Fight the Future? (#8 of ??), aka The Bug(s) Spotted, aka Design flaws are worse than bugs

by Michael S. Kaplan, published on 2008/04/07 07:01 -07:00, original URI: http://blogs.msdn.com/michkap/archive/2008/04/07/8364480.aspx


Content of Michael Kaplan's personal blog not approved by Microsoft (see disclaimer)!
Regular readers should keep in mind that all I said in The End? still applies; the allusion to the X-Files continues for people who understand such references....

It seems like it was just days ago when I blogged Fight the Future? (#2 of ??), aka Spot the Bug(s)!, which provided the following cose asnd aked (dared?) people to find the problem(s) therein:

if( _plv->_ci.dwExStyle & WS_EX_RTLREADING)
{
    if (item.pszText)
    {
        //
        // temp hack for the find.files to see if LtoR/RtoL mixing
        // works. if ok, we'll take this out and make that lv ownerdraw
        //
        if ((item.pszText[0] != '\xfd') && (item.pszText[lstrlen(item.pszText)-1] != '\xfd'))
        {
            textflags |= SHDT_RTLREADING;
        }
    }
}

Now many people pointed out that this code can't handle when the text in item.pszText is a zero-length string (leading to at best a not-so-nice one charcter buffer underrun), and several also went further in guessing that item was meant to be an LVITEM Structure in a list-view control. One person even pointed put what Ben referred to as the principal error being targetted when he asked the question initially:

Short answer:
The comparison is always false because WCHAR is zero-extended but '\xfd' is sign-extended.

Long answer:
Among the solvers, there was confusion about which half of the comparison was signed.  In our project, WCHAR is unsigned, and char is signed.  So '\xfd' is sign extended and pszText[0] will not be, so they always compare as unequal.

This is most evident from the assembly code.  Did you know one dev even closed this bug since they couldn't believe the compiler would do such a thing?

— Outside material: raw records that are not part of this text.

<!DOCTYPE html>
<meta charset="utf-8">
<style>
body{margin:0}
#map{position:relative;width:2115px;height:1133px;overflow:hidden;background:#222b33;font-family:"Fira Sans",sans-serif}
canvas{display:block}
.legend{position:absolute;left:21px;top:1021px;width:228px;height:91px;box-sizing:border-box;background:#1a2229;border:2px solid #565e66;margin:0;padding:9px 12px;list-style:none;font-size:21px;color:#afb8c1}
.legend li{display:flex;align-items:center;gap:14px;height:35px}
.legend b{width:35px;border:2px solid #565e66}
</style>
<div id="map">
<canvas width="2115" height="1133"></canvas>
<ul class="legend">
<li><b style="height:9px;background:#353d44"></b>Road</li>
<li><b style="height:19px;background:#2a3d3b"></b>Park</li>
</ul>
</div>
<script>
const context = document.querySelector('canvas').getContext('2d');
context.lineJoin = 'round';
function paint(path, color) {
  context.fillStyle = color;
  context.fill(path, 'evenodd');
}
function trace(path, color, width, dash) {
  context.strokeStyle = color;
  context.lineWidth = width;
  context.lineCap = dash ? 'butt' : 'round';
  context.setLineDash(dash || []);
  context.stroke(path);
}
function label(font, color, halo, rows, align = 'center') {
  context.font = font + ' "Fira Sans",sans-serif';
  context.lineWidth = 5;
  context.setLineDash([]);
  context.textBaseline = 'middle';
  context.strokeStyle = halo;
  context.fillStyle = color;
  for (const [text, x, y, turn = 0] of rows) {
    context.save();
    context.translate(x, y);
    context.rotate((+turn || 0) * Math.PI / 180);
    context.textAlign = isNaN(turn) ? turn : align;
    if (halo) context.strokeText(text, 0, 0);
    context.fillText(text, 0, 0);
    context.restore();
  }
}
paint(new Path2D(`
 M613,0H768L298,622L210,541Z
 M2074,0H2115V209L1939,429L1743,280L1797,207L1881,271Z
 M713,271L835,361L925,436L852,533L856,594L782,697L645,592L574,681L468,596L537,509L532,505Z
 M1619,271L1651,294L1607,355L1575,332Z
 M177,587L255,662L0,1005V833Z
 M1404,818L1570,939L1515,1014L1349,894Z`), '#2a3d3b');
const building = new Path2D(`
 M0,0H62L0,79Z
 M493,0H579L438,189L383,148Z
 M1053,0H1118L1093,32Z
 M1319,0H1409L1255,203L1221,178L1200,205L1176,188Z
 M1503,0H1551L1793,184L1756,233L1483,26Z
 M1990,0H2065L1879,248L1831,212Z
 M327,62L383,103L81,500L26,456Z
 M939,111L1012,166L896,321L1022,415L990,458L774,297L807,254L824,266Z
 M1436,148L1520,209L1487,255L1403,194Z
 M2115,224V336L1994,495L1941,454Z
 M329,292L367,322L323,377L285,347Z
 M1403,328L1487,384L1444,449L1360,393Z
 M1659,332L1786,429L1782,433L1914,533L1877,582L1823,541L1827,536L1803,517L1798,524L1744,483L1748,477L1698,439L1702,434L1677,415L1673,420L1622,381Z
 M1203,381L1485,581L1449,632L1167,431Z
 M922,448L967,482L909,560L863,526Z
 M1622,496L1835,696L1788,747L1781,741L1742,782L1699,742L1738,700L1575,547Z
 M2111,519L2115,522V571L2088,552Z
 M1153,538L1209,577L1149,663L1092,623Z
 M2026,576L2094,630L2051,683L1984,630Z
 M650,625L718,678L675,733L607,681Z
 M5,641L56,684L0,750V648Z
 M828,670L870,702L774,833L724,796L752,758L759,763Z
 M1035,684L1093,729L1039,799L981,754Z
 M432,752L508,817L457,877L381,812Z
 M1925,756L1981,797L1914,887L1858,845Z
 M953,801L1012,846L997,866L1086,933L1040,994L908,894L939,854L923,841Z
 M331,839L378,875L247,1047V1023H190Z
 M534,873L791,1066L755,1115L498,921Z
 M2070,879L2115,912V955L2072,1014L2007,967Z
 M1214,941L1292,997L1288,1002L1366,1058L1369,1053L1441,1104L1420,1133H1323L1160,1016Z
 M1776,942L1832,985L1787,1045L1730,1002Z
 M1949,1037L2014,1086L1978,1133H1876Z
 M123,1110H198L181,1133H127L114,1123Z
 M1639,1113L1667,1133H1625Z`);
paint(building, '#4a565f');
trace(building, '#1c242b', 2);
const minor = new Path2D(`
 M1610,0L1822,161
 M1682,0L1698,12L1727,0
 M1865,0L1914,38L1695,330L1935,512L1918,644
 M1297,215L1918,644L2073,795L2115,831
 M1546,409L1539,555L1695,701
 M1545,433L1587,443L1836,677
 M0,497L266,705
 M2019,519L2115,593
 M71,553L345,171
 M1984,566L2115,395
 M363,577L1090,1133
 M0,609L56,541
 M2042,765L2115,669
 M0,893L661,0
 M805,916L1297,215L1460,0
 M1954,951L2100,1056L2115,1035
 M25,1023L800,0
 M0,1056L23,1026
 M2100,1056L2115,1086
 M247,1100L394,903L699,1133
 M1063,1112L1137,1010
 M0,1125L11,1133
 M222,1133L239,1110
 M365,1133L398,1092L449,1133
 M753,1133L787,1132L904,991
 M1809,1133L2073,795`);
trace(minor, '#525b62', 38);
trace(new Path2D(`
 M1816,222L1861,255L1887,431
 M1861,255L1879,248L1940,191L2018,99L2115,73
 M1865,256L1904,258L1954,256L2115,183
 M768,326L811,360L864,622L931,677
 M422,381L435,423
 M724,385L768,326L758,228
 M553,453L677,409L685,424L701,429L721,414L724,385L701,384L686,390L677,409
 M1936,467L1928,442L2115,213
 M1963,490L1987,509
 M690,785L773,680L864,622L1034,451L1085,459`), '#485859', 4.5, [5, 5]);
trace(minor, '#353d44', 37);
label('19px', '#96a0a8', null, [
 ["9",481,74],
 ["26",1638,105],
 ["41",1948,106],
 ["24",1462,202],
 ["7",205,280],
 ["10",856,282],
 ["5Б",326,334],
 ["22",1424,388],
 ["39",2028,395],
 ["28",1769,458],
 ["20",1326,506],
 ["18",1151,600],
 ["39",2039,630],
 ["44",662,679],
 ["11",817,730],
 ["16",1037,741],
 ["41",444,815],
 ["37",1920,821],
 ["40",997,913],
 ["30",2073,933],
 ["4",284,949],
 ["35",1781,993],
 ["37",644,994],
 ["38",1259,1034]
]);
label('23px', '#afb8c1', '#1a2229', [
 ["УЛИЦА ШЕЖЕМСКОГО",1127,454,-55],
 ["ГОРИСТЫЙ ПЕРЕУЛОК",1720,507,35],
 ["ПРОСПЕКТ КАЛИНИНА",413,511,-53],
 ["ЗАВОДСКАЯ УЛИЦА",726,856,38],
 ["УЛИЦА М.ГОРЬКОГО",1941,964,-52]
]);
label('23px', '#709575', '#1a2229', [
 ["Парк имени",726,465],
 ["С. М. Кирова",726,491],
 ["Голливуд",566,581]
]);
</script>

75ae1e1f 0fb708   movzx   ecx,word ptr [eax]   // zero extend a WORD (pszText[0])
75ae1e22 83f9fd   cmp     ecx,0FFFFFFFDh       // compare to a DWORD literal

One person noted that there should be a compiler flag to keep this sign mismatch issue from happening. He is right, it is /J, described in the topic /J (Default char Type is unsigned).

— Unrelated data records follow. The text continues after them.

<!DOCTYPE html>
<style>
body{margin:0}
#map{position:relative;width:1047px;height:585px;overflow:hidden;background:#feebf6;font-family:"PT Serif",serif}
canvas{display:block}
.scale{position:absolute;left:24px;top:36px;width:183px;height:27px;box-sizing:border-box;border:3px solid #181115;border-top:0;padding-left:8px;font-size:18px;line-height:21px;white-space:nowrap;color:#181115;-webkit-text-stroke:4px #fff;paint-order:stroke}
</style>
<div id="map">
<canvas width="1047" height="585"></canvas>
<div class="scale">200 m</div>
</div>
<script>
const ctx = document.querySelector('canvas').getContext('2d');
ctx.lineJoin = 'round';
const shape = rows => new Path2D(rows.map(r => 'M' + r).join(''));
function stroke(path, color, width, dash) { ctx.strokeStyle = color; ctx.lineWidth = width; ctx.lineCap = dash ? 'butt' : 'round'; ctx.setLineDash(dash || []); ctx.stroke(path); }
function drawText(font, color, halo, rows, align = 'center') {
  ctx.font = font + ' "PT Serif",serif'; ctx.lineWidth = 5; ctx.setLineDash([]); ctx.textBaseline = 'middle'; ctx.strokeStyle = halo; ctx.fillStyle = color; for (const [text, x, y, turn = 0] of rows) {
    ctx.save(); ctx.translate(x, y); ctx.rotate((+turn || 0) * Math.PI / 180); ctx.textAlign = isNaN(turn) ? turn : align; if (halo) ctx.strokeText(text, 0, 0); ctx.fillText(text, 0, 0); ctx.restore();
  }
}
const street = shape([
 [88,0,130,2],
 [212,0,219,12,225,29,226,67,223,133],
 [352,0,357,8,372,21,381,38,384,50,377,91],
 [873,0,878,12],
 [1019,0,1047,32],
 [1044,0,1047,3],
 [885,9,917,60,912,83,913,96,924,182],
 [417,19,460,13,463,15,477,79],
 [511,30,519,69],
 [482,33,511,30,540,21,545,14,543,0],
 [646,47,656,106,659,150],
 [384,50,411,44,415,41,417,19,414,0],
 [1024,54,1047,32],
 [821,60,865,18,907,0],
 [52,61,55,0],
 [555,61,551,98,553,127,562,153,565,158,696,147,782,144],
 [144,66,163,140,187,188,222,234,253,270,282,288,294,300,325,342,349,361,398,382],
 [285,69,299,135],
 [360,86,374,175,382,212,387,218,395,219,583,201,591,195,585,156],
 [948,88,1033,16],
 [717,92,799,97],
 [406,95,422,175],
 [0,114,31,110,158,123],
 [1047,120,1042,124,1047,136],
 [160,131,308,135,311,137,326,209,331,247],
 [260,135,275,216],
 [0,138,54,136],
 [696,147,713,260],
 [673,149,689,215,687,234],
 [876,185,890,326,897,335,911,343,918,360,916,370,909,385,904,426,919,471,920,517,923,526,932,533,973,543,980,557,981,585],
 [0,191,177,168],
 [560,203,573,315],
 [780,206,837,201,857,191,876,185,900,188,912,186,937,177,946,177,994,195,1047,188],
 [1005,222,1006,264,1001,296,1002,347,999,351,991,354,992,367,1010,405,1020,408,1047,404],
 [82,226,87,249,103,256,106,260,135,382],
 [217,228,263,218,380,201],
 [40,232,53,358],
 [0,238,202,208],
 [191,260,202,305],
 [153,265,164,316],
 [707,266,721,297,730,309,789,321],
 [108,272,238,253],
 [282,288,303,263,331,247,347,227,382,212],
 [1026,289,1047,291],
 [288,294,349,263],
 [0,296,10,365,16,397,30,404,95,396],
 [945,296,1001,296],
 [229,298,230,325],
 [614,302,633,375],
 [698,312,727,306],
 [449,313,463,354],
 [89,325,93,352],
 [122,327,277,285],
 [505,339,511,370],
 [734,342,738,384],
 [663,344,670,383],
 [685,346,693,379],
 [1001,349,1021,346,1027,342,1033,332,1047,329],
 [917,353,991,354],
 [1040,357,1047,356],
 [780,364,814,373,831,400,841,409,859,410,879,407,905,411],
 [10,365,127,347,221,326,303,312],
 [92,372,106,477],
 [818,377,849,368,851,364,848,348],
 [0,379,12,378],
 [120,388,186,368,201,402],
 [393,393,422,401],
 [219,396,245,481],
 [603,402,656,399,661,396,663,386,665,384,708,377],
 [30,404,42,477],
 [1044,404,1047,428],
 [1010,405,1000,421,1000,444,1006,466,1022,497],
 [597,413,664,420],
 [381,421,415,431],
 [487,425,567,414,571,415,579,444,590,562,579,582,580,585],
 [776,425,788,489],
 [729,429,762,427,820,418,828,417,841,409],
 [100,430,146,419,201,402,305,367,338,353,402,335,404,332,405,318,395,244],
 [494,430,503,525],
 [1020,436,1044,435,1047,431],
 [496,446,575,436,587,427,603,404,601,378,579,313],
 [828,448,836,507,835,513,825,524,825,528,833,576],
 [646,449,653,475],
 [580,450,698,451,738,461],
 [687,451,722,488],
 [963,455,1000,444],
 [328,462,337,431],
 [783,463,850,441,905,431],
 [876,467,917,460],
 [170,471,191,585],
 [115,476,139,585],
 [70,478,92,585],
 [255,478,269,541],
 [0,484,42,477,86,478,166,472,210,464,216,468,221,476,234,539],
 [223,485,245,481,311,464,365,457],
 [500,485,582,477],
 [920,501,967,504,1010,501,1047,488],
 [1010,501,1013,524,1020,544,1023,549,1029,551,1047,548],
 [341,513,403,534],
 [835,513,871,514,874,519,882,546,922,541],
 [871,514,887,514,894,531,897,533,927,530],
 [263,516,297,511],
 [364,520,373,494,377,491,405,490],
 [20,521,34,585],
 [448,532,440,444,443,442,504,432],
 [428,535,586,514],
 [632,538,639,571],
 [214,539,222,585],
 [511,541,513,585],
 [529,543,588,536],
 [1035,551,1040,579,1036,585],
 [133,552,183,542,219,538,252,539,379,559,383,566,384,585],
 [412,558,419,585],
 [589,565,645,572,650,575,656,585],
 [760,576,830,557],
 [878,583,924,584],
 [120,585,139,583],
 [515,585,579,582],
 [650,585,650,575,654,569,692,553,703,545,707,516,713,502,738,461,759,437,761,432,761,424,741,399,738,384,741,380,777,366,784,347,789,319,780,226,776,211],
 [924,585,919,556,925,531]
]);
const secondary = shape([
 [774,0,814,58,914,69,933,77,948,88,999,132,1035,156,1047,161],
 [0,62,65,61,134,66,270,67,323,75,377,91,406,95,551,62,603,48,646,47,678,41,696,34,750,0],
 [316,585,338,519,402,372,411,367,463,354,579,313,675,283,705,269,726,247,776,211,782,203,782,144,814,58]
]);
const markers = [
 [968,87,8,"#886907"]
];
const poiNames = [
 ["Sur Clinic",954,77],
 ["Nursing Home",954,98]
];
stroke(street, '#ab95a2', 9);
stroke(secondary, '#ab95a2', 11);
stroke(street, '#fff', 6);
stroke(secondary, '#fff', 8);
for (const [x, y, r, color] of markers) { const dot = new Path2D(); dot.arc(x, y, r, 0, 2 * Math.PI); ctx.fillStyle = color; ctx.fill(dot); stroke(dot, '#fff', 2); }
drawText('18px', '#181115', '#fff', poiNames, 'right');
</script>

But although this bug does keep the code from ever working, it still is just a bug -- and a quick fix once it is identified.

And then several people noted the more serious issue -- the fact that the code is using a non-Unicode chracter ('\xfd') in the comparison against Unicode characters in the item.pszText -- in an attempt to look for U+200e, the LEFT-TO-RIGHT MARK (which is only '\xfd' in Windows code pages 1255 and 1256, and not in Unicode ever).

Now we get to where the wheels fall off the wagon a bit. :-)

There was a bit of suggestion with this described problem what the actual fix would be, and the "internal" answer for all of this was pretty direct:

The deeper bug requires some context.  One person was kind enough to provide some detailed history:

"It's worse than you think.

The code was originally written for the Mideast version of Windows 95. That version of Windows uses ANSI not Unicode, and the code pages are 1255 (Hebrew) and 1256 (Arabic). In both of those code pages, character 0xFD is Unicode character U+200E (LEFT-TO-RIGHT MARK). The code was protected under #ifdef WINDOWS_ME so it would be active only on Arabic and Hebrew systems.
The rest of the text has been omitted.